Farid Bensaid: En 2030, le Maroc accueillera la Coupe du Monde, un événement qui accélérera les investissements technologiques et en infrastructures. Le secteur de l’assurance devra accompagner cette dynamique, notamment en matière de prévention et de gestion des risques. Aujourd’hui, le taux de pénétration des assurances au Maroc est de 4,1%. C’est supérieur à la moyenne africaine, mais bien en deçà du potentiel réel. L’objectif est clair : doubler ce taux d’ici 2030.

Le développement passera par une double approche : technologique et sociale. Les deux dimensions devront avancer de concert pour permettre au secteur de pleinement jouer son rôle dans l’économie et la société marocaine.



Quels sont, à court terme, les enjeux majeurs auxquels la profession doit faire face ?

Le sujet majeur est la finalisation du Livre 4, une nouvelle réglementation qui doit définir le "code de la route” de la profession. Ce texte permettra d’intégrer des évolutions essentielles, comme la dématérialisation de l’attestation d’assurance, aujourd’hui freinée par un cadre réglementaire inadapté.

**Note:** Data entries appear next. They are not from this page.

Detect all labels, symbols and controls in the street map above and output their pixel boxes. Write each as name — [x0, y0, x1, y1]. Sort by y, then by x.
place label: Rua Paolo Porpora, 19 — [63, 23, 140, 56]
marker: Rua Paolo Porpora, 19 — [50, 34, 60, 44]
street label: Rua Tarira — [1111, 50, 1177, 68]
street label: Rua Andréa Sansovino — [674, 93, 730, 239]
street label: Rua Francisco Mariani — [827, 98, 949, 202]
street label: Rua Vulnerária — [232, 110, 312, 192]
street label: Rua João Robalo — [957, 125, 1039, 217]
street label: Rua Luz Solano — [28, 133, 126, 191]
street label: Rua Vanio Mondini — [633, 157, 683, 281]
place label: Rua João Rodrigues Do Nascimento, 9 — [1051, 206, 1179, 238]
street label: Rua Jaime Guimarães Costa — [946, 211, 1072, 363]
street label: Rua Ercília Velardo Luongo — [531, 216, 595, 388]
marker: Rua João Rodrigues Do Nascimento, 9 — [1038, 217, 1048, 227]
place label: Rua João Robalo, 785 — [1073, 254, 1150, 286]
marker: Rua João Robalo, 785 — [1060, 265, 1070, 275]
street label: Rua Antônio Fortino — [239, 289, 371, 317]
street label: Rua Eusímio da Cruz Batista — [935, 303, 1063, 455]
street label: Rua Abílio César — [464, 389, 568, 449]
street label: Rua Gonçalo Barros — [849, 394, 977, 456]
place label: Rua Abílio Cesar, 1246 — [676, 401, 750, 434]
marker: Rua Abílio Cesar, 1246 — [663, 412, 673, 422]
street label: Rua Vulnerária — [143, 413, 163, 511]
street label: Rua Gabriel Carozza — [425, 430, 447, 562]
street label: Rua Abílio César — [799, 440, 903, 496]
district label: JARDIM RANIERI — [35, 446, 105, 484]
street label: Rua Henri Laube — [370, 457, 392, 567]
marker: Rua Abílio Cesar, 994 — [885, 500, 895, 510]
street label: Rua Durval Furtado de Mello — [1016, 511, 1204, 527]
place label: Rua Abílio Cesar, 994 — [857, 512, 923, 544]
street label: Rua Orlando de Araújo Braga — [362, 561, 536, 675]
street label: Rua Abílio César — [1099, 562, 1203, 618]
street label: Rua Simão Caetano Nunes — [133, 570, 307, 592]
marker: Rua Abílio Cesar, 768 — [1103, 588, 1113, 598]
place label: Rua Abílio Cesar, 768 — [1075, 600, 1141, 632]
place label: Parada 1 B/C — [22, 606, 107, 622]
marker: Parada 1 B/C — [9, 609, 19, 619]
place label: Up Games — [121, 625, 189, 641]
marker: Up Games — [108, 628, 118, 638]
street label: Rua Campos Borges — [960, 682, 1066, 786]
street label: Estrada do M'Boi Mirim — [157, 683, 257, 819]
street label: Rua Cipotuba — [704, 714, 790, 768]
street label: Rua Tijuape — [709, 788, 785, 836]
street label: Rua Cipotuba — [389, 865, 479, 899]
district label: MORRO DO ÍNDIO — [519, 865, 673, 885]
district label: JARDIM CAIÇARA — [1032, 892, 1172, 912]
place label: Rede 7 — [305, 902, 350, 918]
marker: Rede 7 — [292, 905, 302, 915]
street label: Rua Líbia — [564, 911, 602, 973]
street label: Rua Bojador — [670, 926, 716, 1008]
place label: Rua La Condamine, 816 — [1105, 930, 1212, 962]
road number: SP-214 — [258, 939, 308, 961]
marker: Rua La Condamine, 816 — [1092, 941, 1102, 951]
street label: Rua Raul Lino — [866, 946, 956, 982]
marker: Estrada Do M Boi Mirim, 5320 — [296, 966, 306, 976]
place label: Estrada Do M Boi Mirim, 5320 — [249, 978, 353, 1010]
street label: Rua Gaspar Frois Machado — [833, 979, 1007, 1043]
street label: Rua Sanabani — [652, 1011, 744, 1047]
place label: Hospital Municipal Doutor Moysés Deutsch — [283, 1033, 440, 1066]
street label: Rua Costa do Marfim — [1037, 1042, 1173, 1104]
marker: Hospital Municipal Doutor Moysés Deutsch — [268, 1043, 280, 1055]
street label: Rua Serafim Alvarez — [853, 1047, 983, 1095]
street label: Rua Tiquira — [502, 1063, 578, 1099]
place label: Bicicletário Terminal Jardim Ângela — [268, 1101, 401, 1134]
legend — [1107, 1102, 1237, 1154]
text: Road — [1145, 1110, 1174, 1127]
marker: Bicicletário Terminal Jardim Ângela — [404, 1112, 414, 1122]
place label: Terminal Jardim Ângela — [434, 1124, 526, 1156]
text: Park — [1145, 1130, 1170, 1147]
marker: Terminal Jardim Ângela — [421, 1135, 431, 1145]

À cela s’ajoutent les assurances obligatoires, qui vont renforcer la solidité du marché et offrir davantage de sécurité aux assurés et aux entreprises. Mais, pour moi, l’entrée en vigueur du Livre 4 demeure la priorité absolue.

Avec la généralisation de l’AMO et le renforcement des assurances obligatoires, le marché de l’assurance au Maroc est en pleine mutation. Quels sont, selon vous, les principaux risques et opportunités que cette transformation représente pour les intermédiaires ?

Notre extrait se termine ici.